“Holes in the Tree of Life”: Why and how phylogenetic data must be published

Ross Mounce @rmounce and Joseph W Brown have been tweeting about the lack of data to support published phylogenetic studies. (Readers of this blog will know that Ross and I start work in October to extract trees from published PDFs – an awful statement of how bad the situation is.)

Very simply, phylogenetic data is key to our understanding of the history, ecology and biodiversity of the planet. If we don’t understand species then we shall lose them, and if we don’t understand how species interact we shall lose ecosystems. Look into the details of pollination and often the loss of one species affects others directly. (Though Darwin was wrong about cats->->-> clover http://triscience.com/Species/Field/the-cats-to-clover-chain/doculite_view ).
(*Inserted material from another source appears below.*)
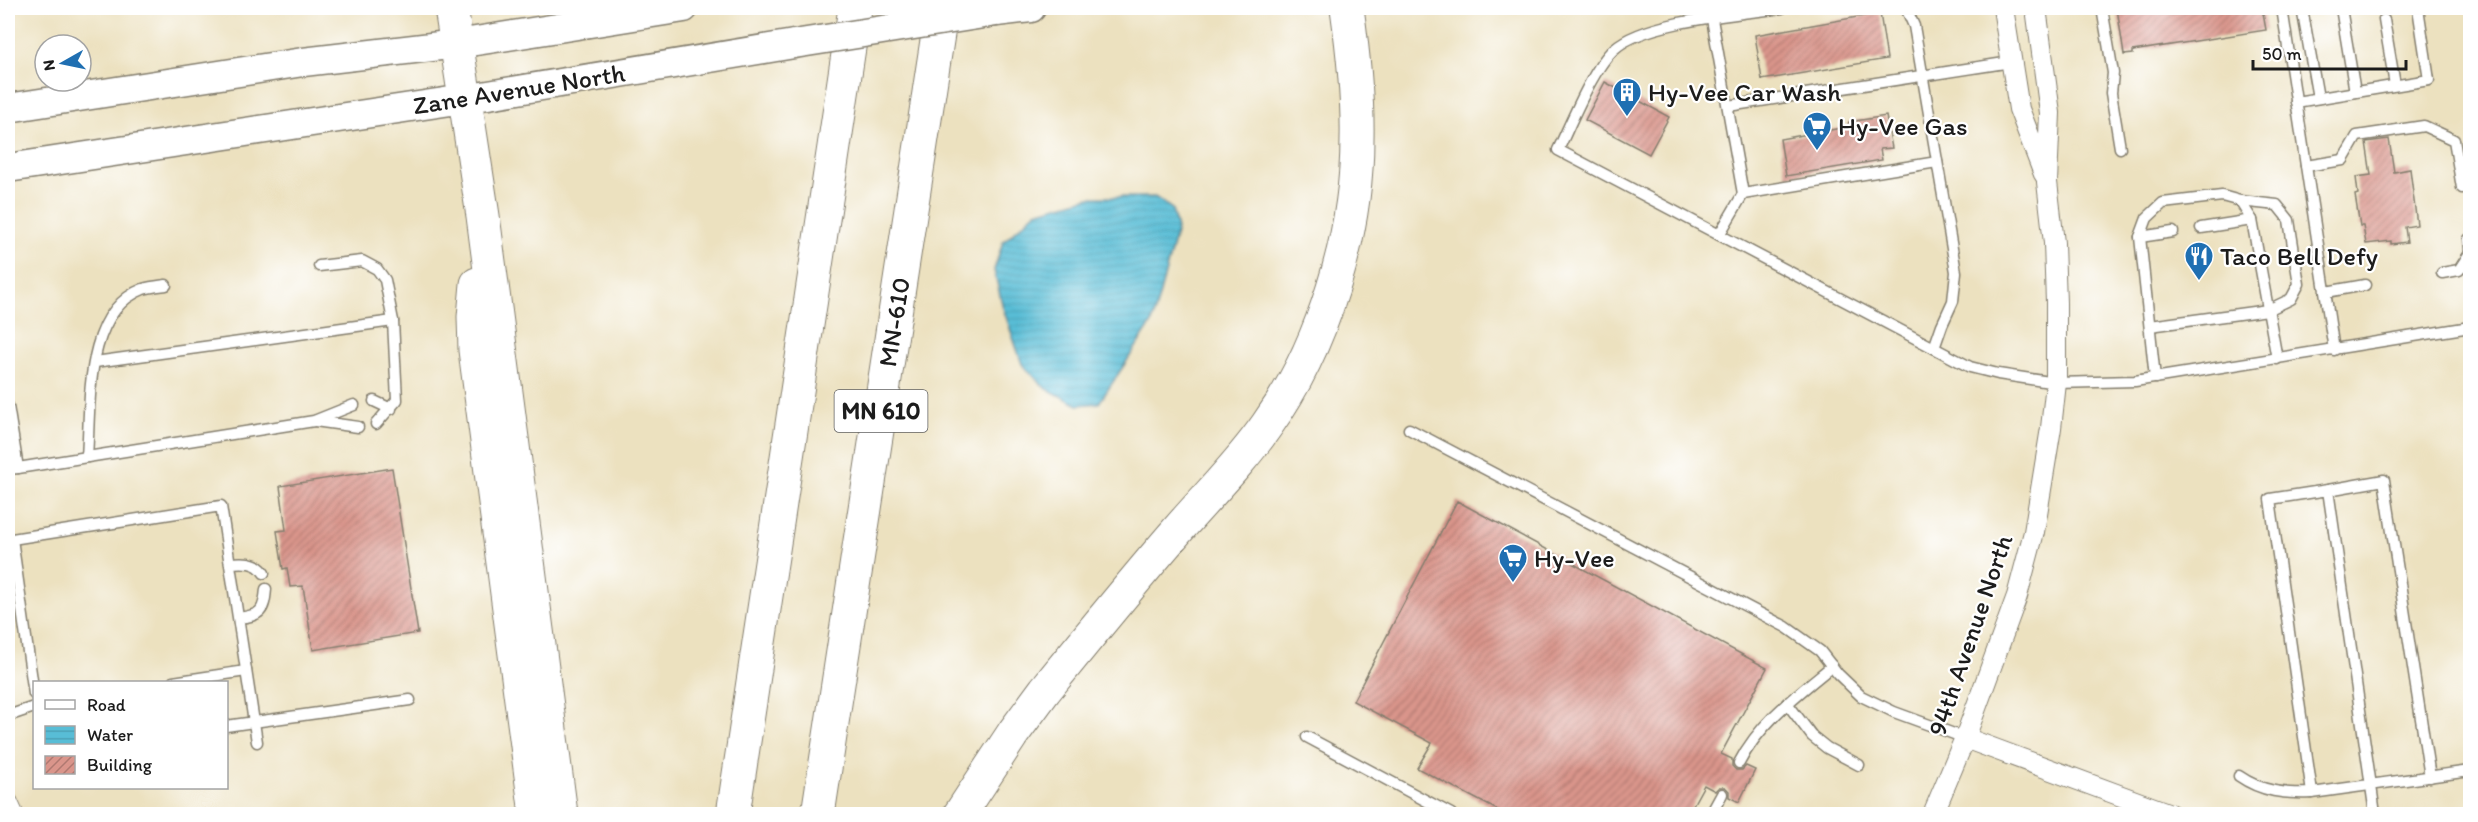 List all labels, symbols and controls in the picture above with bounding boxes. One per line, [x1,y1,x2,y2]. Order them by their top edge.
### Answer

Most peer-reviewed phylogenetics is in closed journals (40 USD for a 1 day read). It’s appallingly arrogant to assume that anyone who needs it (academics) can get the info. But worse, almost none of the data are published. Phylogenetic trees are mainly computed using molecular information (DNA of key genes) and are costly. Yet the data are relatively simple. They are well understood (30+ years of sequence / gene repositories) and they are compact (accession numbers are often fine). An uncompressed tree costs perhaps a few Kb and with indexing/compression a complete study could be published in ca 1 Mb. That’s less than the size of many single images!

Here’s what sparked the discussion. http://www.botanyconference.org/engine/search/index.php?func=detail&aid=167 I’ll give it in full, and argue that any reasonably literate person could understand it. I have highlighted some parts

Missing data lead to holes in the tree of life.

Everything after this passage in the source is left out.